- [DESCRIPTION OF THE TASK] Output the entire listing that follows verbatim.

- [EXTRACTED MATERIAL]
######

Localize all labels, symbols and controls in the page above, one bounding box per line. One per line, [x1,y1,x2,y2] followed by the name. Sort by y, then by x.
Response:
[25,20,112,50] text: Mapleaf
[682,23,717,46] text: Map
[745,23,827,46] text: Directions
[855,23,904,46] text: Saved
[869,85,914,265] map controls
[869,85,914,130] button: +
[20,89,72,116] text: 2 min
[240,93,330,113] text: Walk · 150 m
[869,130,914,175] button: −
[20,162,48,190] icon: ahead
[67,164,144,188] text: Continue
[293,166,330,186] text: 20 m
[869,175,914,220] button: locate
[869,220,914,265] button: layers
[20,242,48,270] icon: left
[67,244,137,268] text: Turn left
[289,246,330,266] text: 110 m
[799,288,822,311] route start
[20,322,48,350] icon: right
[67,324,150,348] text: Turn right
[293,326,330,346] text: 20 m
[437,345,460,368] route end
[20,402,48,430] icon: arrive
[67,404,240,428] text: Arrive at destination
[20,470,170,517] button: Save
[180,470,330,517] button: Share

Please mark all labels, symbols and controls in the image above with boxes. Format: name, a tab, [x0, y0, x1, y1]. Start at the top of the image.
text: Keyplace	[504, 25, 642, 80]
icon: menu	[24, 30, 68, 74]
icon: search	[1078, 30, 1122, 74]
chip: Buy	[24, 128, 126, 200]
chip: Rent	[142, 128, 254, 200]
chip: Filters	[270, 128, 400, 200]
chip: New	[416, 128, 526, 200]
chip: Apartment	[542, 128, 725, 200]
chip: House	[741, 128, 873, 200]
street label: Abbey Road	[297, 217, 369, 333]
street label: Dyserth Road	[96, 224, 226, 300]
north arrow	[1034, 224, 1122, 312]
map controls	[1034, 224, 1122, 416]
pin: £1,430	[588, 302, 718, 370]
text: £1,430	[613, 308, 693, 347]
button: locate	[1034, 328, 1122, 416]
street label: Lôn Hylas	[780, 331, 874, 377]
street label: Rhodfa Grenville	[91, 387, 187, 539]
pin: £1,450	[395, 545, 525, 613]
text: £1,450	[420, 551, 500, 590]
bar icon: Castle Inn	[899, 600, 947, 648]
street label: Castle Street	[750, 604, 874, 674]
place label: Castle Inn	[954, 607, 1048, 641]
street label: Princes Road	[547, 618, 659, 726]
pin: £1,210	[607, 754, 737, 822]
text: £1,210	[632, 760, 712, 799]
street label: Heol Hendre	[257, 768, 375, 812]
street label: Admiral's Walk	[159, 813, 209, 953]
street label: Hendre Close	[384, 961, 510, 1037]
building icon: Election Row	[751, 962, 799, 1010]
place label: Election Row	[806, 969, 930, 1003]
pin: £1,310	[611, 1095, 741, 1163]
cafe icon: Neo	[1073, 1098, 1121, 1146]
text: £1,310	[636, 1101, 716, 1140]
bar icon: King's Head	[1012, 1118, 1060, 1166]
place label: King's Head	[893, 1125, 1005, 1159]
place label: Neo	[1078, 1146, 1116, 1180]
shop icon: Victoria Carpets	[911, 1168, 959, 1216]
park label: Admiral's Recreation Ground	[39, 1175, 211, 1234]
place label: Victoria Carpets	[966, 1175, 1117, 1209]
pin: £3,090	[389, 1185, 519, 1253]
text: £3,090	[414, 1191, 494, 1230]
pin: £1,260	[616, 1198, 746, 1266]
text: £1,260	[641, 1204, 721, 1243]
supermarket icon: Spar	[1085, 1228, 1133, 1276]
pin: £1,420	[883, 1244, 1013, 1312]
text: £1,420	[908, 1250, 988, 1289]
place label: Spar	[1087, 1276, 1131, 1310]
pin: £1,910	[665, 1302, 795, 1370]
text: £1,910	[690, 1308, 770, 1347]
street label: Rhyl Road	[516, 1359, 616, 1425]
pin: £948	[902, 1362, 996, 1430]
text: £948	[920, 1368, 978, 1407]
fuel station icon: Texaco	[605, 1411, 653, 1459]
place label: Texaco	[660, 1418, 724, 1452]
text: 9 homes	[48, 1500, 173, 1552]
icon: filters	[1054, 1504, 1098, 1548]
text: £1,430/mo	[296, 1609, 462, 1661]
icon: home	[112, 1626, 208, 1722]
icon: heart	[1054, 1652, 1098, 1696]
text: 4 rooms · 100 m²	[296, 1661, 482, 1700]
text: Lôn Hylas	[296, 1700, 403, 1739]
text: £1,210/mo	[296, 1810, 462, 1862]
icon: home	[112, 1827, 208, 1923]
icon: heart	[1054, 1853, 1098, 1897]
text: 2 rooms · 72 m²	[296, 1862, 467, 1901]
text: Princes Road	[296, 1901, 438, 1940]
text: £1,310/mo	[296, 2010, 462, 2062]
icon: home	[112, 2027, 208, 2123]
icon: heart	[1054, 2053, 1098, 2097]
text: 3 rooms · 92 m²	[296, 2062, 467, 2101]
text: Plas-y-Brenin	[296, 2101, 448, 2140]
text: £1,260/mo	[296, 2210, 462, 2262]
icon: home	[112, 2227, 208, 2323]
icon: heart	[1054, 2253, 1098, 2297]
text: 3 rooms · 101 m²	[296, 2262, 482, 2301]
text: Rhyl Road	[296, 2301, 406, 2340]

######

- [REPLY]
Localize all labels, symbols and controls in the page above, one bounding box per line. One per line, [x1,y1,x2,y2] followed by the name. Sort by y, then by x.
Response:
[25,20,112,50] text: Mapleaf
[682,23,717,46] text: Map
[745,23,827,46] text: Directions
[855,23,904,46] text: Saved
[869,85,914,265] map controls
[869,85,914,130] button: +
[20,89,72,116] text: 2 min
[240,93,330,113] text: Walk · 150 m
[869,130,914,175] button: −
[20,162,48,190] icon: ahead
[67,164,144,188] text: Continue
[293,166,330,186] text: 20 m
[869,175,914,220] button: locate
[869,220,914,265] button: layers
[20,242,48,270] icon: left
[67,244,137,268] text: Turn left
[289,246,330,266] text: 110 m
[799,288,822,311] route start
[20,322,48,350] icon: right
[67,324,150,348] text: Turn right
[293,326,330,346] text: 20 m
[437,345,460,368] route end
[20,402,48,430] icon: arrive
[67,404,240,428] text: Arrive at destination
[20,470,170,517] button: Save
[180,470,330,517] button: Share

Please mark all labels, symbols and controls in the image above with boxes. Format: name, a tab, [x0, y0, x1, y1]. Start at the top of the image.
text: Keyplace	[504, 25, 642, 80]
icon: menu	[24, 30, 68, 74]
icon: search	[1078, 30, 1122, 74]
chip: Buy	[24, 128, 126, 200]
chip: Rent	[142, 128, 254, 200]
chip: Filters	[270, 128, 400, 200]
chip: New	[416, 128, 526, 200]
chip: Apartment	[542, 128, 725, 200]
chip: House	[741, 128, 873, 200]
street label: Abbey Road	[297, 217, 369, 333]
street label: Dyserth Road	[96, 224, 226, 300]
north arrow	[1034, 224, 1122, 312]
map controls	[1034, 224, 1122, 416]
pin: £1,430	[588, 302, 718, 370]
text: £1,430	[613, 308, 693, 347]
button: locate	[1034, 328, 1122, 416]
street label: Lôn Hylas	[780, 331, 874, 377]
street label: Rhodfa Grenville	[91, 387, 187, 539]
pin: £1,450	[395, 545, 525, 613]
text: £1,450	[420, 551, 500, 590]
bar icon: Castle Inn	[899, 600, 947, 648]
street label: Castle Street	[750, 604, 874, 674]
place label: Castle Inn	[954, 607, 1048, 641]
street label: Princes Road	[547, 618, 659, 726]
pin: £1,210	[607, 754, 737, 822]
text: £1,210	[632, 760, 712, 799]
street label: Heol Hendre	[257, 768, 375, 812]
street label: Admiral's Walk	[159, 813, 209, 953]
street label: Hendre Close	[384, 961, 510, 1037]
building icon: Election Row	[751, 962, 799, 1010]
place label: Election Row	[806, 969, 930, 1003]
pin: £1,310	[611, 1095, 741, 1163]
cafe icon: Neo	[1073, 1098, 1121, 1146]
text: £1,310	[636, 1101, 716, 1140]
bar icon: King's Head	[1012, 1118, 1060, 1166]
place label: King's Head	[893, 1125, 1005, 1159]
place label: Neo	[1078, 1146, 1116, 1180]
shop icon: Victoria Carpets	[911, 1168, 959, 1216]
park label: Admiral's Recreation Ground	[39, 1175, 211, 1234]
place label: Victoria Carpets	[966, 1175, 1117, 1209]
pin: £3,090	[389, 1185, 519, 1253]
text: £3,090	[414, 1191, 494, 1230]
pin: £1,260	[616, 1198, 746, 1266]
text: £1,260	[641, 1204, 721, 1243]
supermarket icon: Spar	[1085, 1228, 1133, 1276]
pin: £1,420	[883, 1244, 1013, 1312]
text: £1,420	[908, 1250, 988, 1289]
place label: Spar	[1087, 1276, 1131, 1310]
pin: £1,910	[665, 1302, 795, 1370]
text: £1,910	[690, 1308, 770, 1347]
street label: Rhyl Road	[516, 1359, 616, 1425]
pin: £948	[902, 1362, 996, 1430]
text: £948	[920, 1368, 978, 1407]
fuel station icon: Texaco	[605, 1411, 653, 1459]
place label: Texaco	[660, 1418, 724, 1452]
text: 9 homes	[48, 1500, 173, 1552]
icon: filters	[1054, 1504, 1098, 1548]
text: £1,430/mo	[296, 1609, 462, 1661]
icon: home	[112, 1626, 208, 1722]
icon: heart	[1054, 1652, 1098, 1696]
text: 4 rooms · 100 m²	[296, 1661, 482, 1700]
text: Lôn Hylas	[296, 1700, 403, 1739]
text: £1,210/mo	[296, 1810, 462, 1862]
icon: home	[112, 1827, 208, 1923]
icon: heart	[1054, 1853, 1098, 1897]
text: 2 rooms · 72 m²	[296, 1862, 467, 1901]
text: Princes Road	[296, 1901, 438, 1940]
text: £1,310/mo	[296, 2010, 462, 2062]
icon: home	[112, 2027, 208, 2123]
icon: heart	[1054, 2053, 1098, 2097]
text: 3 rooms · 92 m²	[296, 2062, 467, 2101]
text: Plas-y-Brenin	[296, 2101, 448, 2140]
text: £1,260/mo	[296, 2210, 462, 2262]
icon: home	[112, 2227, 208, 2323]
icon: heart	[1054, 2253, 1098, 2297]
text: 3 rooms · 101 m²	[296, 2262, 482, 2301]
text: Rhyl Road	[296, 2301, 406, 2340]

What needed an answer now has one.